» Work order
Lines in which "service" appears should be pulled from the data below.

[Saved entries]
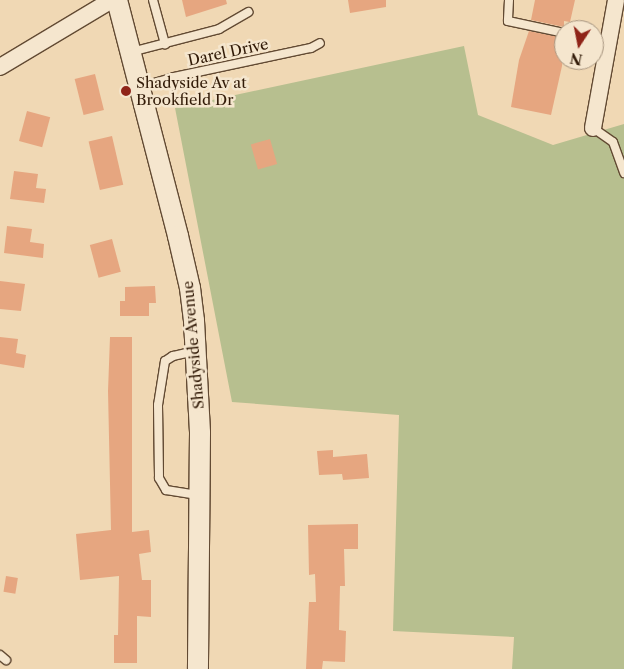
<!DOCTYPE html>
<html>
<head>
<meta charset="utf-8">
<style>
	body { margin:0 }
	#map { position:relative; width:624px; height:669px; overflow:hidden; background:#f0d8b4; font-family:"Libre Caslon Text",serif }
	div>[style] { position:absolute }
	.green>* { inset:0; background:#b7bf8f }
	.building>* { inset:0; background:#e6a680; transform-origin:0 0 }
	.roads { filter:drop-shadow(1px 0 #624a33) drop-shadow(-1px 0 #624a33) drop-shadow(0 1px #624a33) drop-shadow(0 -1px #624a33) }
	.service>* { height:8px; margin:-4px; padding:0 4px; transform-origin:4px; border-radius:4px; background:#f5e6ce }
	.minor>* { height:16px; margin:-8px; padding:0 8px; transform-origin:8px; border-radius:8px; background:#f5e6ce }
	.tertiary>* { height:20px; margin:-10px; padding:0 10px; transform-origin:10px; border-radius:10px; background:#f5e6ce }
	.dots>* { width:14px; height:14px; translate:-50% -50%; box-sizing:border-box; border:2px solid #f5e6ce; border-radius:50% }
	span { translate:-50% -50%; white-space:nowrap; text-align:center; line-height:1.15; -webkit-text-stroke:5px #f5e6ce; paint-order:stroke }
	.street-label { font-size:15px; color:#321b08 }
	.poi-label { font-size:15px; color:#321b08 }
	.left { translate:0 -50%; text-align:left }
	.north { position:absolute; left:554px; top:20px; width:50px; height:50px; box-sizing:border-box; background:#f5e6ce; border:1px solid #a7957f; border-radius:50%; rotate:191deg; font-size:14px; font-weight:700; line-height:20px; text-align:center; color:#321b08 }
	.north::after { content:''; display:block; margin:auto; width:18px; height:22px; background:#8f2418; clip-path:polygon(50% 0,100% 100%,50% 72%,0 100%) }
</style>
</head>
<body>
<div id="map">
	<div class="green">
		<div style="clip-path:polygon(464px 46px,478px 115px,553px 145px,624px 124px,624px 669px,512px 669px,514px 637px,393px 631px,399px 415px,232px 402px,175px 108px)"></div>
	</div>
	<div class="building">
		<div style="clip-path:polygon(182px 0,226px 0,227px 4px,186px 17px)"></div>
		<div style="clip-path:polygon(348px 0,386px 0,386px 7px,350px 13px)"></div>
		<div style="clip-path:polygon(535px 0,575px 0,570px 22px,564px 21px,564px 27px,531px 20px)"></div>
		<div style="clip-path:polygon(529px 31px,564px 38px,562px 66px,551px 115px,511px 107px,519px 60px)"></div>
		<div style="left:95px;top:74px;width:37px;height:21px;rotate:76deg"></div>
		<div style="left:27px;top:111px;width:24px;height:31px;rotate:15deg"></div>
		<div style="left:112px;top:136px;width:50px;height:24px;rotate:77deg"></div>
		<div style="left:270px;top:139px;width:26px;height:20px;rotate:74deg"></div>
		<div style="clip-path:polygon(14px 171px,38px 174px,36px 188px,46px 189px,44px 203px,10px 199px)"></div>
		<div style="clip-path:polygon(7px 226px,32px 229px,30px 242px,44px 244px,43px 258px,4px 253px)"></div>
		<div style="left:112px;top:239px;width:34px;height:23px;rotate:75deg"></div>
		<div style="clip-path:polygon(0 281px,25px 284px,21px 311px,0 309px)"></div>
		<div style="clip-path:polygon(155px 286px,156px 303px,149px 303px,149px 316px,120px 316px,120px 301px,125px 301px,125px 287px)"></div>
		<div style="clip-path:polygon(0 337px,18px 339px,16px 353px,26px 355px,24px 368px,0 364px)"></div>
		<div style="clip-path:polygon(110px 337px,132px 337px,132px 532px,149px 530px,151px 552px,139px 554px,142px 580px,151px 580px,151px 617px,137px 616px,137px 663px,114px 663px,114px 635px,118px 635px,119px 576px,80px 580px,76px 534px,111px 530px,108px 391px)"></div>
		<div style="clip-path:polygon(333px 450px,333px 457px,367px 454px,369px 478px,343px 480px,342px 474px,319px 475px,317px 451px)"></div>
		<div style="clip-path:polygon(358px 524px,358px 549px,344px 549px,345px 586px,340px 586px,339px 630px,346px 631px,345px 662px,323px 661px,322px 669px,306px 669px,309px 602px,316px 602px,315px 574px,309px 575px,308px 525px)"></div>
		<div style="left:6px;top:576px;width:12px;height:16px;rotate:9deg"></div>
	</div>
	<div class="roads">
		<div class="service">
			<div style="left:153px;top:0;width:46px;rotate:74.7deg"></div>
			<div style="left:509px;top:0;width:21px;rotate:93deg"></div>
			<div style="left:508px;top:21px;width:57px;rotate:12.1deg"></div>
			<div style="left:594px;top:40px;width:14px;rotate:12deg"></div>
			<div style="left:131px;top:52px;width:91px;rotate:-14.6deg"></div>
			<div style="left:219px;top:29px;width:34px;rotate:-30deg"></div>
			<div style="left:140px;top:87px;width:35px;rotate:-16deg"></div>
			<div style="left:174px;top:77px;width:140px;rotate:-12deg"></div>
			<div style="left:311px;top:48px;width:10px;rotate:-29deg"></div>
			<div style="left:593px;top:128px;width:24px;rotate:35deg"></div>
			<div style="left:613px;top:142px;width:33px;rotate:70deg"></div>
			<div style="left:195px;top:351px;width:23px;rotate:167deg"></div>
			<div style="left:173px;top:356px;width:9px;rotate:148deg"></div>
			<div style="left:165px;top:361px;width:45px;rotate:99deg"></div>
			<div style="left:158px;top:405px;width:73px;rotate:89.2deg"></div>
			<div style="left:159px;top:478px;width:14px;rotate:60deg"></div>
			<div style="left:166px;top:490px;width:32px;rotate:9deg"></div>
			<div style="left:0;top:655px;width:8px;rotate:40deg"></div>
		</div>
		<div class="minor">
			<div style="left:0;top:67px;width:131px;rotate:-30.9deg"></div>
			<div style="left:593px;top:128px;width:130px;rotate:-79.8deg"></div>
		</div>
		<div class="tertiary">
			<div style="left:117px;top:0;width:244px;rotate:75.5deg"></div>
			<div style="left:178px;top:236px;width:53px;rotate:77deg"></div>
			<div style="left:190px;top:288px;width:33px;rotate:83deg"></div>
			<div style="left:194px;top:321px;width:112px;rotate:86.9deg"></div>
			<div style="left:200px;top:433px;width:236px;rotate:90.5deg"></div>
		</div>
	</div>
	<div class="dots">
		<div style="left:126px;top:91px;background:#8f2418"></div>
	</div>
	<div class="street-label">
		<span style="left:228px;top:52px;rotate:-12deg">Darel Drive</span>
		<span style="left:193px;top:345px;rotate:-95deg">Shadyside Avenue</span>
	</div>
	<div class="poi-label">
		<span class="left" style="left:136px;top:91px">Shadyside Av at<br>Brookfield Dr</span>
	</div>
	<div class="north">N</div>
</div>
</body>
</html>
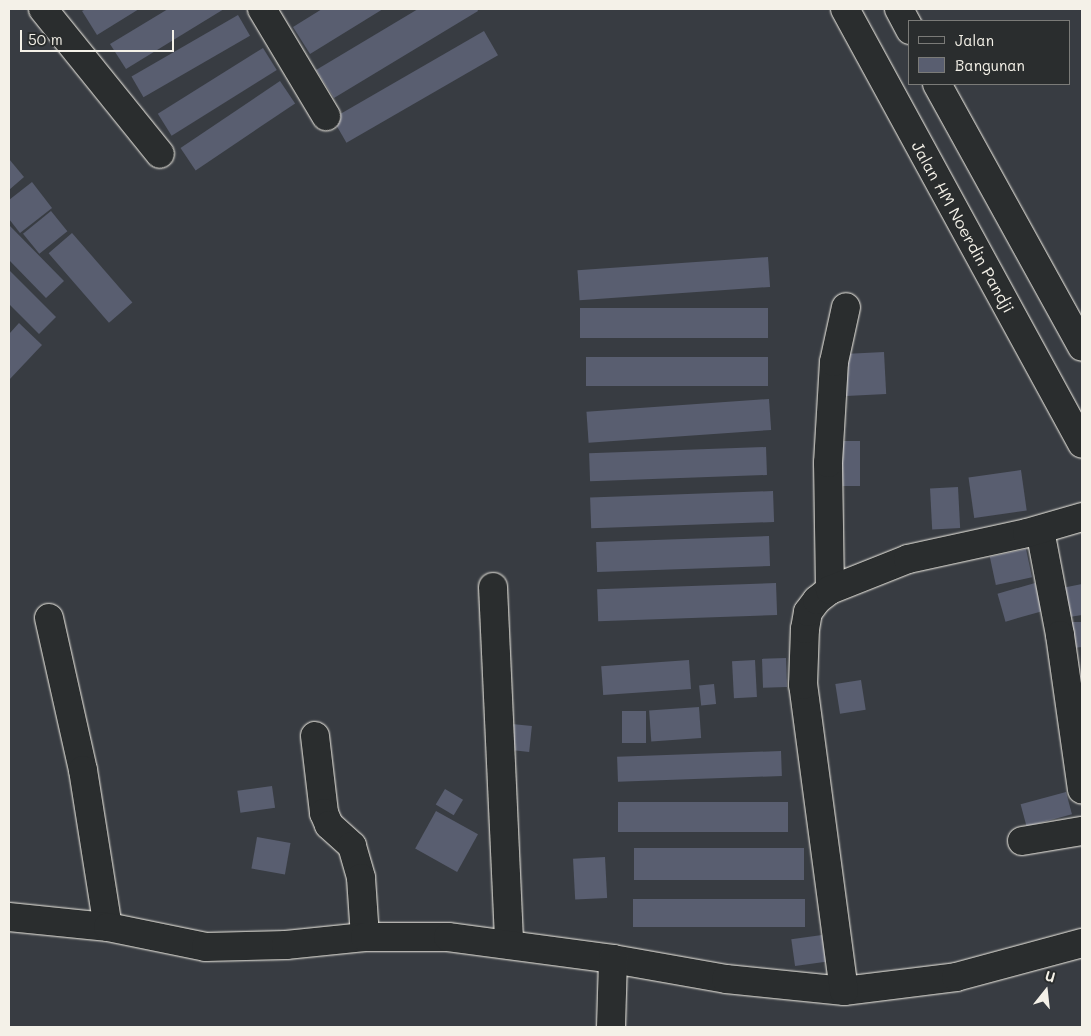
<!DOCTYPE html>
<html>
<head>
<meta charset="utf-8">
<style>
	body { margin:0 }
	#map { position:relative; width:1091px; height:1036px; overflow:hidden; background:#383c42; font-family:Mali,sans-serif }
	div>[style] { position:absolute }
	[style*='--x'] { left:calc(var(--x)*1px); top:calc(var(--y)*1px); width:calc(var(--w)*1px); rotate:calc(var(--a)*1deg) }
	.building>* { inset:0; background:#595e70; transform-origin:0 0 }
	.roads { filter:drop-shadow(0 0 1px #f4f1e8) drop-shadow(0 0 1px #f4f1e8) }
	.minor>* { height:28px; margin:-14px; padding:0 14px; transform-origin:14px; border-radius:14px; background:#2a2d2e }
	.major>* { height:28px; margin:-14px; padding:0 14px; transform-origin:14px; border-radius:14px; background:#2a2d2e }
	span { translate:-50% -50%; white-space:nowrap; text-align:center; line-height:1.15; -webkit-text-stroke:4px #2a2d2e; paint-order:stroke }
	.street-label { font-size:16px; color:#f4f1e8 }
	.frame { position:absolute; inset:0; border:10px solid #f4f1e8; pointer-events:none }
	.legend { position:absolute; left:908px; top:20px; width:162px; height:65px; box-sizing:border-box; background:#2a2d2e; border:1px solid #7b7b78; margin:0; padding:6px 9px; list-style:none; font-size:15px; color:#f4f1e8 }
	.legend li { display:flex; align-items:center; gap:10px; height:25px }
	.legend b { width:25px; border:1px solid #7b7b78 }
	.north { position:absolute; left:1021px; top:966px; width:50px; height:50px; -webkit-text-stroke:4px #2a2d2e; paint-order:stroke; rotate:16deg; font-size:14px; font-weight:700; line-height:20px; text-align:center; color:#f4f1e8 }
	.north::after { content:''; display:block; margin:auto; width:18px; height:22px; background:#f4f1e8; clip-path:polygon(50% 0,100% 100%,50% 72%,0 100%) }
	.scale { position:absolute; left:20px; top:30px; width:154px; height:22px; box-sizing:border-box; border:2px solid #f4f1e8; border-top:0; padding-left:6px; font-size:15px; line-height:18px; white-space:nowrap; color:#f4f1e8; -webkit-text-stroke:4px #2a2d2e; paint-order:stroke }
</style>
</head>
<body>
<div id="map">
	<div class="building">
		<div style="clip-path:polygon(86px 9px,139px 9px,97px 35px,82px 11px)"></div>
		<div style="clip-path:polygon(168px 9px,224px 9px,126px 69px,110px 44px)"></div>
		<div style="clip-path:polygon(322px 9px,383px 9px,310px 54px,293px 27px)"></div>
		<div style="clip-path:polygon(418px 9px,477px 9px,478px 11px,334px 98px,316px 70px)"></div>
		<div style="left:238px;top:15px;width:24px;height:123px;rotate:60deg"></div>
		<div style="left:484px;top:31px;width:28px;height:175px;rotate:60deg"></div>
		<div style="left:263px;top:48px;width:26px;height:124px;rotate:58deg"></div>
		<div style="left:280px;top:81px;width:27px;height:120px;rotate:56deg"></div>
		<div style="clip-path:polygon(9px 159px,24px 177px,9px 190px)"></div>
		<div style="clip-path:polygon(32px 182px,52px 208px,20px 233px,9px 219px,9px 200px)"></div>
		<div style="left:51px;top:211px;width:26px;height:36px;rotate:51deg"></div>
		<div style="clip-path:polygon(9px 225px,64px 281px,46px 298px,9px 260px)"></div>
		<div style="left:72px;top:233px;width:92px;height:31px;rotate:49deg"></div>
		<div style="left:768px;top:257px;width:30px;height:191px;rotate:86deg"></div>
		<div style="clip-path:polygon(9px 270px,56px 317px,39px 334px,9px 304px)"></div>
		<div style="left:768px;top:308px;width:30px;height:188px;rotate:90deg"></div>
		<div style="clip-path:polygon(19px 323px,42px 345px,9px 380px,9px 334px)"></div>
		<div style="left:884px;top:352px;width:42px;height:45px;rotate:87deg"></div>
		<div style="left:768px;top:357px;width:29px;height:182px;rotate:90deg"></div>
		<div style="left:769px;top:399px;width:31px;height:183px;rotate:86deg"></div>
		<div style="left:832px;top:441px;width:28px;height:45px"></div>
		<div style="left:766px;top:447px;width:28px;height:177px;rotate:88deg"></div>
		<div style="left:1021px;top:470px;width:41px;height:53px;rotate:82deg"></div>
		<div style="left:958px;top:487px;width:41px;height:28px;rotate:87deg"></div>
		<div style="left:773px;top:491px;width:31px;height:183px;rotate:88deg"></div>
		<div style="left:769px;top:536px;width:30px;height:173px;rotate:88deg"></div>
		<div style="left:1026px;top:549px;width:29px;height:37px;rotate:78deg"></div>
		<div style="left:776px;top:583px;width:32px;height:179px;rotate:88deg"></div>
		<div style="left:1035px;top:583px;width:29px;height:39px;rotate:74deg"></div>
		<div style="clip-path:polygon(1082px 584px,1082px 615px,1063px 618px,1057px 589px)"></div>
		<div style="clip-path:polygon(1071px 622px,1082px 622px,1082px 647px,1073px 648px)"></div>
		<div style="left:786px;top:658px;width:29px;height:24px;rotate:88deg"></div>
		<div style="left:689px;top:660px;width:29px;height:88px;rotate:86deg"></div>
		<div style="left:755px;top:660px;width:37px;height:23px;rotate:87deg"></div>
		<div style="left:861px;top:680px;width:30px;height:26px;rotate:81deg"></div>
		<div style="left:714px;top:684px;width:20px;height:15px;rotate:84deg"></div>
		<div style="left:699px;top:707px;width:31px;height:50px;rotate:86deg"></div>
		<div style="left:622px;top:711px;width:24px;height:32px"></div>
		<div style="left:512px;top:724px;width:20px;height:26px;rotate:6deg"></div>
		<div style="left:781px;top:751px;width:25px;height:164px;rotate:88deg"></div>
		<div style="left:272px;top:786px;width:22px;height:35px;rotate:82deg"></div>
		<div style="left:445px;top:789px;width:21px;height:18px;rotate:31deg"></div>
		<div style="left:1066px;top:792px;width:23px;height:47px;rotate:75deg"></div>
		<div style="left:788px;top:802px;width:30px;height:170px;rotate:90deg"></div>
		<div style="left:436px;top:811px;width:48px;height:43px;rotate:29deg"></div>
		<div style="left:257px;top:837px;width:34px;height:32px;rotate:10deg"></div>
		<div style="left:804px;top:848px;width:32px;height:170px;rotate:90deg"></div>
		<div style="left:605px;top:857px;width:41px;height:32px;rotate:87deg"></div>
		<div style="left:633px;top:899px;width:172px;height:28px"></div>
		<div style="left:822px;top:935px;width:27px;height:31px;rotate:82deg"></div>
	</div>
	<div class="roads">
		<div class="minor">
			<div style="--x:43;--y:9;--w:186;--a:51.1"></div>
			<div style="--x:262;--y:9;--w:125;--a:59.1"></div>
			<div style="--x:1040;--y:530;--w:107;--a:79.2"></div>
			<div style="--x:1060;--y:635;--w:156;--a:81.9"></div>
			<div style="--x:493;--y:587;--w:358;--a:87.4"></div>
			<div style="--x:830;--y:590;--w:127;--a:-90.9"></div>
			<div style="--x:828;--y:463;--w:101;--a:-86.6"></div>
			<div style="--x:834;--y:362;--w:56;--a:-77.7"></div>
			<div style="--x:49;--y:618;--w:156;--a:77.4"></div>
			<div style="--x:83;--y:770;--w:159;--a:81"></div>
			<div style="--x:315;--y:736;--w:78;--a:83.3"></div>
			<div style="--x:324;--y:813;--w:13;--a:67"></div>
			<div style="--x:329;--y:825;--w:31;--a:42"></div>
			<div style="--x:352;--y:846;--w:33;--a:74"></div>
			<div style="--x:361;--y:878;--w:59;--a:86.1"></div>
			<div style="--x:1022;--y:841;--w:61;--a:-9.5"></div>
			<div style="--x:9;--y:917;--w:100;--a:5.8"></div>
			<div style="--x:108;--y:927;--w:100;--a:11.5"></div>
			<div style="--x:206;--y:947;--w:80;--a:-1.4"></div>
			<div style="--x:286;--y:945;--w:79;--a:-5.8"></div>
			<div style="--x:365;--y:937;--w:83;--a:0"></div>
			<div style="--x:448;--y:937;--w:166;--a:7.6"></div>
			<div style="--x:613;--y:959;--w:115;--a:10"></div>
			<div style="--x:726;--y:979;--w:119;--a:5.8"></div>
			<div style="--x:844;--y:991;--w:113;--a:-7.1"></div>
			<div style="--x:956;--y:977;--w:131;--a:-15.1"></div>
			<div style="--x:844;--y:991;--w:309;--a:-97.6"></div>
			<div style="--x:803;--y:685;--w:56;--a:-88"></div>
			<div style="--x:805;--y:629;--w:17;--a:-80"></div>
			<div style="--x:808;--y:612;--w:15;--a:-53"></div>
			<div style="--x:817;--y:600;--w:16;--a:-38"></div>
			<div style="--x:830;--y:590;--w:84;--a:-21.7"></div>
			<div style="--x:908;--y:559;--w:122;--a:-12.3"></div>
			<div style="--x:1027;--y:533;--w:57;--a:-16.2"></div>
			<div style="--x:611;--y:1027;--w:68;--a:-88.3"></div>
		</div>
		<div class="major">
			<div style="--x:845;--y:9;--w:495;--a:61.4"></div>
			<div style="--x:899;--y:9;--w:24;--a:62"></div>
			<div style="--x:937;--y:84;--w:300;--a:61.1"></div>
		</div>
	</div>
	<div class="street-label">
		<span style="left:963px;top:227px;rotate:61deg">Jalan HM Noerdin Pandji</span>
	</div>
	<div class="frame"></div>
	<ul class="legend">
	<li><b style="height:6px;background:#2a2d2e"></b>Jalan</li>
	<li><b style="height:14px;background:#595e70"></b>Bangunan</li>
	</ul>
	<div class="north">U</div>
	<div class="scale">50 m</div>
</div>
</body>
</html>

» Worked solution
	.service>* { height:8px; margin:-4px; padding:0 4px; transform-origin:4px; border-radius:4px; background:#f5e6ce }
		<div class="service">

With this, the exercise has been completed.